Tillman was hired by Zehnder in 2004, a company who specialised in the provision of senior level recruitment services. Tillman was recruited to work in Z's financial services group. She became Global Head of their Investment Banking sector in 2006 and co-Global Head of the Financial Services Practice Group in 2012. In January 2017, Tillman resigned by giving notice. One week later, Z terminated her employment with immediate effect and made a payment in lieu of notice, in accordance with her contract. Ms Tillman subsequently notified Z that she wished to start working for Russell Reynolds a firm carrying on a similar business. Z issued proceedings, alleging that this would constitute a breach of the six-month non-compete clause contained in Ms Tillman's employment contract. If valid, the restricted period would end on 30 July 2017. Z sought an injunction. There was no dispute that Ms Tillman was bound by the non-solicitation, non-dealing and confidentiality terms in her contract.

The relevant provisions of the contract stated: "13.2 You shall not without the prior written consent of the Company directly or indirectly, either alone or jointly with or on behalf of any third party and whether as principal, manager, employee, contractor, consultant, agent or otherwise howsoever at any time within the period of six months from the Termination Date: 13.2.3 directly or indirectly engage or be concerned or interested in any business carried on in competition with any of the businesses of the Company which were carried on at the Termination Date or during the period of twelve months prior to that date and with which you were materially concerned during such period."


"13.4 If any of the restrictions or obligations contained in this clause 13 is held not to be valid as going beyond what is reasonable for the protection of the goodwill and interest of the Company … but would be valid if part of the wording were deleted, then such restriction or obligation shall apply with such modifications as may be necessary to make it enforceable." Ms Tillman argued that the non-compete clause was void for being wider than reasonably required for the protection of legitimate business interests. She argued that being "interested" in a competing business was too wide as it could prevent her from having a minority shareholding in a competitor for investment purposes.


The Court of Appeal held that the non-compete restriction was impermissibly wide, and therefore void.

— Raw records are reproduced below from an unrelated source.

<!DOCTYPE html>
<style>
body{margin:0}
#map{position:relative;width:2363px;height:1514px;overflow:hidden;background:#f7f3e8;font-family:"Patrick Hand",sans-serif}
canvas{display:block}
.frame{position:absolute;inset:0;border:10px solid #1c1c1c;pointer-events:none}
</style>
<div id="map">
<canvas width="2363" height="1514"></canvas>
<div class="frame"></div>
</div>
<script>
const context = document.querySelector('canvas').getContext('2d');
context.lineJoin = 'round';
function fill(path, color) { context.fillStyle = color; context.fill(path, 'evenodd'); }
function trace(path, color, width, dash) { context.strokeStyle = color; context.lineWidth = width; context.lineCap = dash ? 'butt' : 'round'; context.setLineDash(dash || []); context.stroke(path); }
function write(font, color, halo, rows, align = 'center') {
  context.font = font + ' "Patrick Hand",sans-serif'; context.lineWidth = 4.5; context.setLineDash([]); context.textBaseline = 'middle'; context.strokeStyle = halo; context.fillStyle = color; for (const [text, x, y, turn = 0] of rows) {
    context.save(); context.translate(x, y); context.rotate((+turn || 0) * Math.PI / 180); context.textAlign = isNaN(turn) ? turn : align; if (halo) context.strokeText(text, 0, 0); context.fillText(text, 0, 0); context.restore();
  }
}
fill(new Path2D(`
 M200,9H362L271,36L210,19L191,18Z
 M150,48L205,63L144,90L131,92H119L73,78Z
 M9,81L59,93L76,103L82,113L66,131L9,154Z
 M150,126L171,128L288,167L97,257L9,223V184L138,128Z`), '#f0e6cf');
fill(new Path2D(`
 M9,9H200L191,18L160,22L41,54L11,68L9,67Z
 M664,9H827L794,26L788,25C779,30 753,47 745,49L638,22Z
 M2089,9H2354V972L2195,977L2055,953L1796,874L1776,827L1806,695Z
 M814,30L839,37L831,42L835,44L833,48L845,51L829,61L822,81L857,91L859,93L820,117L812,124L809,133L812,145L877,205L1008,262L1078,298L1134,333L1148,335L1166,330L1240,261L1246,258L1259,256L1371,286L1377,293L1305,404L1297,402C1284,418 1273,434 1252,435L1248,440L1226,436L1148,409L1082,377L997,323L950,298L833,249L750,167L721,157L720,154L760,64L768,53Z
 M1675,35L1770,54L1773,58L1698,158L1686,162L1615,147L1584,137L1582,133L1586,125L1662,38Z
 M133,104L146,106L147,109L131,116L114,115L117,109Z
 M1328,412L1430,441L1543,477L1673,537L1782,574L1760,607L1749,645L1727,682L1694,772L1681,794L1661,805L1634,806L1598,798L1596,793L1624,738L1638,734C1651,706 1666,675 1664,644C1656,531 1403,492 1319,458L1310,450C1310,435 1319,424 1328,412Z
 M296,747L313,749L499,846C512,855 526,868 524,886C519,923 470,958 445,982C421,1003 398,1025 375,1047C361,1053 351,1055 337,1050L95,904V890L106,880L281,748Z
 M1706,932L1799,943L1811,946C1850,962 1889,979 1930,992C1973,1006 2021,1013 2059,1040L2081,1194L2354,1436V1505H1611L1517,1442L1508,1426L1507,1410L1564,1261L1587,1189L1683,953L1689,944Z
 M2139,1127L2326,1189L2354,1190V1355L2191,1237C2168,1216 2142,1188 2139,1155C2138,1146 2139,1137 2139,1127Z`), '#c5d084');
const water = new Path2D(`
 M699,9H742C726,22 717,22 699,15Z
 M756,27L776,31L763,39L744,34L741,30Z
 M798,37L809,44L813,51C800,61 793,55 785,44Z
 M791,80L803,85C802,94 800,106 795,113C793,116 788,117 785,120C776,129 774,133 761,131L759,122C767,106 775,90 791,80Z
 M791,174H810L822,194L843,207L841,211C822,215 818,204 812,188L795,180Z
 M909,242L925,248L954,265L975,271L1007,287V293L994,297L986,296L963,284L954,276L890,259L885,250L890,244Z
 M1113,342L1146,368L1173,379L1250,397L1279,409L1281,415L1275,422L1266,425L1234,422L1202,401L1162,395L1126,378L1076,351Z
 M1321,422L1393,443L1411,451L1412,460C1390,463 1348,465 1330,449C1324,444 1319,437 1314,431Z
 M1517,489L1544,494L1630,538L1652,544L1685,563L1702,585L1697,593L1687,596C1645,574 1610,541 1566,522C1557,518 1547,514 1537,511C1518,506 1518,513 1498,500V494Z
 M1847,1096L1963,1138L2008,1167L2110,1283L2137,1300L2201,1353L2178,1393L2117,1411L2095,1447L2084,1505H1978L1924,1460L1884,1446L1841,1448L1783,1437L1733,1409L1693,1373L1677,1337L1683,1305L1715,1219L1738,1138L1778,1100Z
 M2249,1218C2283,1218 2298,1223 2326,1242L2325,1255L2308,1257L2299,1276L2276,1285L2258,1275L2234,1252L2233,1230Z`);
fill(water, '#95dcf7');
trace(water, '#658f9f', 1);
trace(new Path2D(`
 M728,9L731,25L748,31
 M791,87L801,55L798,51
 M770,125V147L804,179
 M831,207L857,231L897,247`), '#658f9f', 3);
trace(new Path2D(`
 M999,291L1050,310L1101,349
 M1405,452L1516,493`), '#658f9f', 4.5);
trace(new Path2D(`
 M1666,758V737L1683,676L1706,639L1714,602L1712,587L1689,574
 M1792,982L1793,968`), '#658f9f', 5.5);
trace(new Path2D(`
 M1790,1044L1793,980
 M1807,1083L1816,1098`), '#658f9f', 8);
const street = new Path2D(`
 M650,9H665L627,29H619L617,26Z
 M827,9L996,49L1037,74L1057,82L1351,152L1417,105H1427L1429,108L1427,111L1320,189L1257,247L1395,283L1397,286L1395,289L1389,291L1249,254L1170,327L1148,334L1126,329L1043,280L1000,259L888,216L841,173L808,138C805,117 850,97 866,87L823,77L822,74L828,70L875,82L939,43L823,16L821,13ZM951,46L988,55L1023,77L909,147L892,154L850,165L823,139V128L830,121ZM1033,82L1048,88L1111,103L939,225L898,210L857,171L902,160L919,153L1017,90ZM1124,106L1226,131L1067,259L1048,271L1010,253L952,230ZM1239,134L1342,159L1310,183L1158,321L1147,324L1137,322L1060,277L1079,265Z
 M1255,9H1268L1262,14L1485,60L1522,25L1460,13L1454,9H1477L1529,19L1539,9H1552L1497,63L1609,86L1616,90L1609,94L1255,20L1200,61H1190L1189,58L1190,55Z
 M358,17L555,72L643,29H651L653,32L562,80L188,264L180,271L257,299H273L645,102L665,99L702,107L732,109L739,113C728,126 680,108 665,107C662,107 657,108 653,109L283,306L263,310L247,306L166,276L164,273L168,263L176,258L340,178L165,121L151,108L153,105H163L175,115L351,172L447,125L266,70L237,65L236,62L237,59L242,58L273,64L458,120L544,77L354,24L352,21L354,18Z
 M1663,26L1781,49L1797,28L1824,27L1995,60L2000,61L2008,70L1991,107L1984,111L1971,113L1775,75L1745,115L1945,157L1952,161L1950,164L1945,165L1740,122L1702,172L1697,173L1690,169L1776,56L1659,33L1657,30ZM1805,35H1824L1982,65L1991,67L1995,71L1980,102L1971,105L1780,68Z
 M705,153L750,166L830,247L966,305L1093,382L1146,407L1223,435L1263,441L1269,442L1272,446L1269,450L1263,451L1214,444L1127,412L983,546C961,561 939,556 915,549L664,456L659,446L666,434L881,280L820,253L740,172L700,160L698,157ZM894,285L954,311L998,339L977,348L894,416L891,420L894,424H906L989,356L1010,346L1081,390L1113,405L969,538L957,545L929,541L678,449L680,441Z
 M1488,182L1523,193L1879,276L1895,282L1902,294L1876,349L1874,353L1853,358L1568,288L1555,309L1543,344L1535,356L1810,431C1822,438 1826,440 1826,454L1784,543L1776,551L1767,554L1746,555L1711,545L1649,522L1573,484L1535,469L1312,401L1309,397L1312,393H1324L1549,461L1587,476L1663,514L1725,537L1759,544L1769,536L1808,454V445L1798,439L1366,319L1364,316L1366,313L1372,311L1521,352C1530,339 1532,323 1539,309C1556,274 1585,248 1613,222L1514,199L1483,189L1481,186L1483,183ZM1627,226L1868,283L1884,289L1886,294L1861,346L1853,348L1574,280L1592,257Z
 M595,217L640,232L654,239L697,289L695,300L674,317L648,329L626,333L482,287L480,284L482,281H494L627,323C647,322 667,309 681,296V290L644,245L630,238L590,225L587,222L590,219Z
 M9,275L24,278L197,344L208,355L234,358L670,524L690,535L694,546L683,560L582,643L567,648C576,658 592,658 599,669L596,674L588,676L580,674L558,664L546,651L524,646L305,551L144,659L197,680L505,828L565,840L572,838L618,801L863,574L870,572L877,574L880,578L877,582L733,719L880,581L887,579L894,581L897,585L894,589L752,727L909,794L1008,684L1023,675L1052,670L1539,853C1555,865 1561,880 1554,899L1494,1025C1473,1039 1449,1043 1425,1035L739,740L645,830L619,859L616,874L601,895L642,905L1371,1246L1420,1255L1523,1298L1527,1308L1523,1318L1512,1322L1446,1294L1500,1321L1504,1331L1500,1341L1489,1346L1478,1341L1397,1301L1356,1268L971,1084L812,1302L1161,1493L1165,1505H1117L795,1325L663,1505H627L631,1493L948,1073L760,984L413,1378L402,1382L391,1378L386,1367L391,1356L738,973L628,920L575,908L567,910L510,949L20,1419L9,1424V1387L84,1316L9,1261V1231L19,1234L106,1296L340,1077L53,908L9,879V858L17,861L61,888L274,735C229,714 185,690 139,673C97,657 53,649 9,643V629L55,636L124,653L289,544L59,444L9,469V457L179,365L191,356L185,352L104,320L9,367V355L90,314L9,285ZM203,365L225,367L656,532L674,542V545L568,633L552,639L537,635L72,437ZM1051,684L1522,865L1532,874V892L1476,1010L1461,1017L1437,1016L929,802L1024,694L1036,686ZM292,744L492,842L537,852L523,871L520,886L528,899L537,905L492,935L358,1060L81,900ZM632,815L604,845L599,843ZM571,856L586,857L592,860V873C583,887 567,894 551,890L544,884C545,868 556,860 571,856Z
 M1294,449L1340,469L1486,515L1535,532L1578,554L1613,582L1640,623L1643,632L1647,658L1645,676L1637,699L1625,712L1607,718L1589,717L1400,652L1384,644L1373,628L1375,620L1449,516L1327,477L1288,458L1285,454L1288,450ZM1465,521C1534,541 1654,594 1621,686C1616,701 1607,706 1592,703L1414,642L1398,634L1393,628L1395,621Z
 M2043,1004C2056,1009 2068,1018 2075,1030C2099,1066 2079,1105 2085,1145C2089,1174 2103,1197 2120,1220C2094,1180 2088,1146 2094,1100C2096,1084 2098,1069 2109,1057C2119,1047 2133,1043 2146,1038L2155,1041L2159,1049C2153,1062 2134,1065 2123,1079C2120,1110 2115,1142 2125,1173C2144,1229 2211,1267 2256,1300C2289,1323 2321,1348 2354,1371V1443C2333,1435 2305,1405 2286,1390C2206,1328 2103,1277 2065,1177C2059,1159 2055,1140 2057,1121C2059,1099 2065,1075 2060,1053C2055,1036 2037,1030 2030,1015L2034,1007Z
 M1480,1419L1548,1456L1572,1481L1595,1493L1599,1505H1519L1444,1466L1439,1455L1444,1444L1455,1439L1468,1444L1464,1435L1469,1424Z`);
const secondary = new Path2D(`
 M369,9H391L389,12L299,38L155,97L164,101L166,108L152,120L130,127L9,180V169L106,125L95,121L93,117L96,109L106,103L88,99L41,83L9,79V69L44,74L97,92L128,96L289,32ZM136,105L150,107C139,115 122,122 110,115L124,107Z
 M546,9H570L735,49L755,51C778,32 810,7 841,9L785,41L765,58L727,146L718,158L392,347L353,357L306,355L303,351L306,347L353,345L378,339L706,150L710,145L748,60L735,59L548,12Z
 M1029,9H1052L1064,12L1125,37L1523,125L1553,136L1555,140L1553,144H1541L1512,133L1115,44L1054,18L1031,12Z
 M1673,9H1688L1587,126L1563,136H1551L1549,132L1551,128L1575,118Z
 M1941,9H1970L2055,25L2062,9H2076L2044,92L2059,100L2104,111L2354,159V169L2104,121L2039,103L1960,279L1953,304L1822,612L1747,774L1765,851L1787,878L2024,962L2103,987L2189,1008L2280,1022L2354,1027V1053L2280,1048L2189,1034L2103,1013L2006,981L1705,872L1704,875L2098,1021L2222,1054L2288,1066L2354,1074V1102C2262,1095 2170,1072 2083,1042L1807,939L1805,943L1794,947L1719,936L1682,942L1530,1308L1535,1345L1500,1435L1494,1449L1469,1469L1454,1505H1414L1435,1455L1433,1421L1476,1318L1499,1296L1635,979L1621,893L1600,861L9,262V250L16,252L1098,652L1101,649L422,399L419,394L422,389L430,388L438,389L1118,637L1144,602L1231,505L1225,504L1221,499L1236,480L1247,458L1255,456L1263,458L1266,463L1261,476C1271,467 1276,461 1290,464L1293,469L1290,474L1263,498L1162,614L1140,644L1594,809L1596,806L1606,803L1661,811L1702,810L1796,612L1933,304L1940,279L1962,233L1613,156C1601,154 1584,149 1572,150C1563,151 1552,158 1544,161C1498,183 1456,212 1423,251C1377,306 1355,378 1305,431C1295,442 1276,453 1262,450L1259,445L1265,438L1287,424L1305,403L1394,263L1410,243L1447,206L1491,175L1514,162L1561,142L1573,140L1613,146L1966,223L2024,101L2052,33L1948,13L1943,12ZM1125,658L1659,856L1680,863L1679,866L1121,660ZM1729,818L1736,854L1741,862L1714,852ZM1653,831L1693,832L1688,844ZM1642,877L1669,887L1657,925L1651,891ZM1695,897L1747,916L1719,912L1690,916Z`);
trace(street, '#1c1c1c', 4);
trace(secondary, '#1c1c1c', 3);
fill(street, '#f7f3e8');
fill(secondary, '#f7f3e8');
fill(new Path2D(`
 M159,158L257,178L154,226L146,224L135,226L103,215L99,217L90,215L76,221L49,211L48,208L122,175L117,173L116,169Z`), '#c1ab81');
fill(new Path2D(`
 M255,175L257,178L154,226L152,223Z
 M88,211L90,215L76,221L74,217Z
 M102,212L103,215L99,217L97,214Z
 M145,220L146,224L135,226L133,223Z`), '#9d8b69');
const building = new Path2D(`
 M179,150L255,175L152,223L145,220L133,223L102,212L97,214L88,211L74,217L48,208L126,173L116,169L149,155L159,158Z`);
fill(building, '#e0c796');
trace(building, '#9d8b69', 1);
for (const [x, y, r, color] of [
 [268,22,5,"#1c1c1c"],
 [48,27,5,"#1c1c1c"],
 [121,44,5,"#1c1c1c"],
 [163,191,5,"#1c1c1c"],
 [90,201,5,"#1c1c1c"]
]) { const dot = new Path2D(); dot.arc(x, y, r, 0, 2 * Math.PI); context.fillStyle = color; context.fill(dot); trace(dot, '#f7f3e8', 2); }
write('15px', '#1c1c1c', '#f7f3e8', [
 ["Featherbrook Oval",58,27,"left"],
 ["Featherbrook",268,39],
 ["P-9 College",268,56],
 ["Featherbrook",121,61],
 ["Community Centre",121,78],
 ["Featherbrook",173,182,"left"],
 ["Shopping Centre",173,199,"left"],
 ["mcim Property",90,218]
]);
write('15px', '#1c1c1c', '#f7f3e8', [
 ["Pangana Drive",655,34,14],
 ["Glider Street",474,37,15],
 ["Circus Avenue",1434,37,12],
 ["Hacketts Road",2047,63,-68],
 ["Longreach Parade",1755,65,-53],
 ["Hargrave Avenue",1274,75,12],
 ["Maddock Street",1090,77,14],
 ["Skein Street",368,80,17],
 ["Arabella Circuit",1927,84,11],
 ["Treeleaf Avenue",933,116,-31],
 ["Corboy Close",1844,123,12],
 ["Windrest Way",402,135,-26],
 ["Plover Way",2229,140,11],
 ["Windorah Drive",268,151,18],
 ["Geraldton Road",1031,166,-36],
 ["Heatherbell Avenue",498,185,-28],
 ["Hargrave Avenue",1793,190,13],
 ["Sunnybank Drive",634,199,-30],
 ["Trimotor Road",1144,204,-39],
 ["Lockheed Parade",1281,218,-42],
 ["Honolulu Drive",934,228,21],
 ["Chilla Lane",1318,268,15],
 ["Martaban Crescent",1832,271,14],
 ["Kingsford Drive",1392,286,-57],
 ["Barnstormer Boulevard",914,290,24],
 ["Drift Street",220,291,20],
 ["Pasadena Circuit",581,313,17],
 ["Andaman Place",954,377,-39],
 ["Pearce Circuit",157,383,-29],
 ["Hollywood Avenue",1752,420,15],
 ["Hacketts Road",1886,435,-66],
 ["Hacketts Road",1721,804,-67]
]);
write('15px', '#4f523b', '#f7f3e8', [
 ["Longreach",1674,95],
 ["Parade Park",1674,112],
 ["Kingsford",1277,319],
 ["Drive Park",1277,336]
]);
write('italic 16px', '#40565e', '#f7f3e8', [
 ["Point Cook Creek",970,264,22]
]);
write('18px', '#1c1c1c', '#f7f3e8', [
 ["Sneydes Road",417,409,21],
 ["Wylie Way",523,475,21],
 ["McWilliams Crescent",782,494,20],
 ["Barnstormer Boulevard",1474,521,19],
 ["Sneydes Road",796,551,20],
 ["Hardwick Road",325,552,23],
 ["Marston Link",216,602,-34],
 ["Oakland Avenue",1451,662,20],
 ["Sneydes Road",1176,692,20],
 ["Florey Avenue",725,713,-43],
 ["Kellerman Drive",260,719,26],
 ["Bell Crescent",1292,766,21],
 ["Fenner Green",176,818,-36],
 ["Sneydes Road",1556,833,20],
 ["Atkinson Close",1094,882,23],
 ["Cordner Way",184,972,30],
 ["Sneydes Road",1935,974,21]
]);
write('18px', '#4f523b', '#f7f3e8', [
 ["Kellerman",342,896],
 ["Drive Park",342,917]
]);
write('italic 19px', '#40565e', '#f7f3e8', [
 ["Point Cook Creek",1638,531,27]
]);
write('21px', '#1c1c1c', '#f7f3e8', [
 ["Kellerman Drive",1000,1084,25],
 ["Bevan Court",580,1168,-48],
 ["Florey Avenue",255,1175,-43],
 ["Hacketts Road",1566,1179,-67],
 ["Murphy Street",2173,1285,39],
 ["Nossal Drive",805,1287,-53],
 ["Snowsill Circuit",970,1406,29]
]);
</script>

The court refused to sever the words "or interested" from the rest of the clause.

The Supreme Court, however, allowed the appeal, finding that although the words "interested in" did prohibit any shareholding (however large or small), these words could be severed from the restriction.

The Supreme Court went on to highlight the way in which the ‘blue pencil’ principle works. The alleged unenforceable element must be capable of being removed without the necessity of adding to or modifying the wording of what remains. Quoting from an earlier case:-

“… the courts will sever in a proper case where the severance can be performed by a blue pencil but not otherwise. To give an illustration, a covenant ‘not to carry on business in Birmingham or within 100 miles’ may be severed so as to reduce the area to Birmingham, but a covenant ‘not to carry on business within 100 miles of Birmingham’ will not be severed so as to read ‘will not carry on business in Birmingham’. The distinction seems artificial, but is I think settled.”

This distinction was confirmed as being settled law. It was said to be inherent in the word “severance” itself, which means cutting things up and does not extend to adding things in. The court said these were the limits of its powers. It went to say that were it ever thought appropriate to confer on the court a power to rewrite a restraint so as to make it reasonable, it would have to be achieved by legislation along the lines of that which apparently applies in New Zealand.